Secrets in version control¶
Secrets end up in git for the same reason they end up anywhere they do not belong: convenience, habit, and the absence of friction in the wrong place. A developer who needs an API key to run the application locally reaches for the nearest persistent location. .env files, configuration templates, and test fixtures are the most common paths.
Once a secret is in git history, it is available to everyone with access to the repository, and to anyone who had access before the secret was removed from the working tree. Removing the file in a later commit does not help; the secret remains in every earlier commit. If the repository was ever public or shared, rotation is the only meaningful response.
Pre-commit detection¶
Catching secrets before they reach the repository is more tractable than recovering from them afterwards. Two tools are commonly used:
detect-secrets (Yelp) scans staged content for high-entropy strings and known secret patterns. It maintains a baseline file (secrets.baseline) that records known false positives so the hook does not block on them:
pip install detect-secrets
detect-secrets scan > .secrets.baseline
Adding as a pre-commit hook via .pre-commit-config.yaml:
repos:
- repo: https://github.com/Yelp/detect-secrets
rev: v1.4.0
hooks:
- id: detect-secrets
args: ["--baseline", ".secrets.baseline"]
gitleaks scans for secrets across the full commit history as well as staged content, which is useful for auditing repositories that predate the hook:
gitleaks detect --source . --verbose
Running gitleaks on a repository before making it public is a low-cost check.
.gitignore patterns¶
Common files that carry secrets:
.env
.env.*
*.pem
*.key
*.p12
*.pfx
credentials.json
secrets.json
config/secrets.*
The .gitignore entry is a soft control: it prevents accidental staging but does not catch files with other names, and it does nothing for secrets inlined into source files. Pre-commit hooks provide a harder check.
If a secret was committed¶
The steps, in order:
Rotate the secret immediately. Assume it has been seen, regardless of how quickly the commit was caught or how limited the repository access appeared to be.
Remove from history using
git filter-repo(the supported replacement forgit filter-branch):
pip install git-filter-repo
git filter-repo --path-glob '*.env' --invert-paths
or, for a string value that appears across multiple files:
git filter-repo --replace-text <(echo 'ACTUAL_SECRET==>REMOVED')
Force-push the rewritten history and notify any collaborators who have cloned the repository, since their local clones still contain the old history.

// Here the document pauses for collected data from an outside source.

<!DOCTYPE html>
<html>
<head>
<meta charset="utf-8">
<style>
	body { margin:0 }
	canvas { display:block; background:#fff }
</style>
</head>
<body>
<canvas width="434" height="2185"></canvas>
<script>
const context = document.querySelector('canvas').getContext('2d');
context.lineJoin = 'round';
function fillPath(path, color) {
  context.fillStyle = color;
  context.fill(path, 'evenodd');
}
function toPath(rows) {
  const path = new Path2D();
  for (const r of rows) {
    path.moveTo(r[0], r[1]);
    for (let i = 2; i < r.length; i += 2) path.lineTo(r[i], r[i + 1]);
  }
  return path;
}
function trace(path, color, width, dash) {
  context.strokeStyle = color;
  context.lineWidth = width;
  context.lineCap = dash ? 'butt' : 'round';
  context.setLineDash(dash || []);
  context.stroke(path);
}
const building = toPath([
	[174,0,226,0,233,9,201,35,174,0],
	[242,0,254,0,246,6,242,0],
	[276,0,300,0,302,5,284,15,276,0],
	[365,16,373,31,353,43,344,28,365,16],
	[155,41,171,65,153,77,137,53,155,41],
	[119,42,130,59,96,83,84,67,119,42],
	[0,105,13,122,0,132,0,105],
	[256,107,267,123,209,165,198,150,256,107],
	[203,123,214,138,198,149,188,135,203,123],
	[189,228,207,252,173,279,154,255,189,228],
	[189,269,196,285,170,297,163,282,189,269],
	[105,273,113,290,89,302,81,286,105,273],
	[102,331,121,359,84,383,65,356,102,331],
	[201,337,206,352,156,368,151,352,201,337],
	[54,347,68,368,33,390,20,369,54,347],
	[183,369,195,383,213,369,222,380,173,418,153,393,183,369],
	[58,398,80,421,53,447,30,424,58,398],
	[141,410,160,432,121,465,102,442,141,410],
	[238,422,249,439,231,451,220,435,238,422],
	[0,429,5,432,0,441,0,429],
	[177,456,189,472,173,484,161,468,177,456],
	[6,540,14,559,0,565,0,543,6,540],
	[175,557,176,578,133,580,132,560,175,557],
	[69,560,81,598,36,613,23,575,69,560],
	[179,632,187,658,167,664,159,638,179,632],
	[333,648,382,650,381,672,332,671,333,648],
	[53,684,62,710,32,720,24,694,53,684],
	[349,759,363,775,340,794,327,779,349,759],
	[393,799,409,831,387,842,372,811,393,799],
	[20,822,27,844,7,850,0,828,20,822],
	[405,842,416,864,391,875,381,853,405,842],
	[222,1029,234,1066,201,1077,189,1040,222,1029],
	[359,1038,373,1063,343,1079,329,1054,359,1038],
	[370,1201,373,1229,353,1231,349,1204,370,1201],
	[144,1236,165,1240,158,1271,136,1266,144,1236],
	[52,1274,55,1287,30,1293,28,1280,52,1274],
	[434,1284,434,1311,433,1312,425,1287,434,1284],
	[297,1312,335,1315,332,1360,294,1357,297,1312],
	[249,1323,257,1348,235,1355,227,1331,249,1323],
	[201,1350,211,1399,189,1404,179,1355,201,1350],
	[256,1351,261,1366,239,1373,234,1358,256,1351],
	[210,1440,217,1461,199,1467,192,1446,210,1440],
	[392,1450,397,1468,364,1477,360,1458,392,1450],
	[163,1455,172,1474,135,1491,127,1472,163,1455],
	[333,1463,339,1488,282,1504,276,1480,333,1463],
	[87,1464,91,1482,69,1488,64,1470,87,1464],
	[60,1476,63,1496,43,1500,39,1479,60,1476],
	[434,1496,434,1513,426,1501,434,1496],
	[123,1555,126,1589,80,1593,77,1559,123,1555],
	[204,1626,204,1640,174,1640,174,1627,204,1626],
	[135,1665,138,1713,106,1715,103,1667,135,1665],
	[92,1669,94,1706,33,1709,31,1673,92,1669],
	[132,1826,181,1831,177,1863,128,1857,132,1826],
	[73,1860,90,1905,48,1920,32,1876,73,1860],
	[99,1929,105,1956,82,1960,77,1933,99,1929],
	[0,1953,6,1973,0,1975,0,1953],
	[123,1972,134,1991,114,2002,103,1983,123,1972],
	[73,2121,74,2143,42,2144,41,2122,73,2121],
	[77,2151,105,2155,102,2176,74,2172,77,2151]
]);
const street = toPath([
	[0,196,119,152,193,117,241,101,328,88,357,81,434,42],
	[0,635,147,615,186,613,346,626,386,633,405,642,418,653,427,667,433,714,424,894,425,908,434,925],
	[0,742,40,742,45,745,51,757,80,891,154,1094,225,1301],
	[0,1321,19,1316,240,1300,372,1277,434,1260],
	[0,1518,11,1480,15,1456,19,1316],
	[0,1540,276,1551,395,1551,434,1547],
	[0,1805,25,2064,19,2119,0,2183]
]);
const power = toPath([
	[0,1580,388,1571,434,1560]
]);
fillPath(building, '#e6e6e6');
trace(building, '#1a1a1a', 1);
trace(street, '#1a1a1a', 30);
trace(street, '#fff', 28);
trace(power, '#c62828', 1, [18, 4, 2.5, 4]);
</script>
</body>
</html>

History rewriting removes the secret from the repository going forward. It does not remove it from any forks, clones, or caches that existed before the rewrite.
Commit signing¶
Signed commits allow a repository to verify that a commit was made by a specific key holder, not just someone with push access. This is relevant for supply chain integrity: an attacker with access to a CI token can push unsigned commits that are otherwise indistinguishable from legitimate ones.
SSH signing is the simpler option (GPG is an alternative but requires more infrastructure):
git config commit.gpgsign true
git config gpg.format ssh
git config user.signingkey ~/.ssh/github-key-ed25519.pub
Repositories on GitHub and GitLab can be configured to require signed commits on protected branches. The allowed_signers file maps email addresses to public keys for local verification:
user@example.com ssh-ed25519 AAAA...
git config gpg.ssh.allowedSignersFile ~/.ssh/allowed_signers
git log --show-signature
Signed commits are a signal, not a guarantee: if the signing key itself is compromised, signed commits from that key are not trustworthy. Key management and revocation matter as much as the signing mechanism.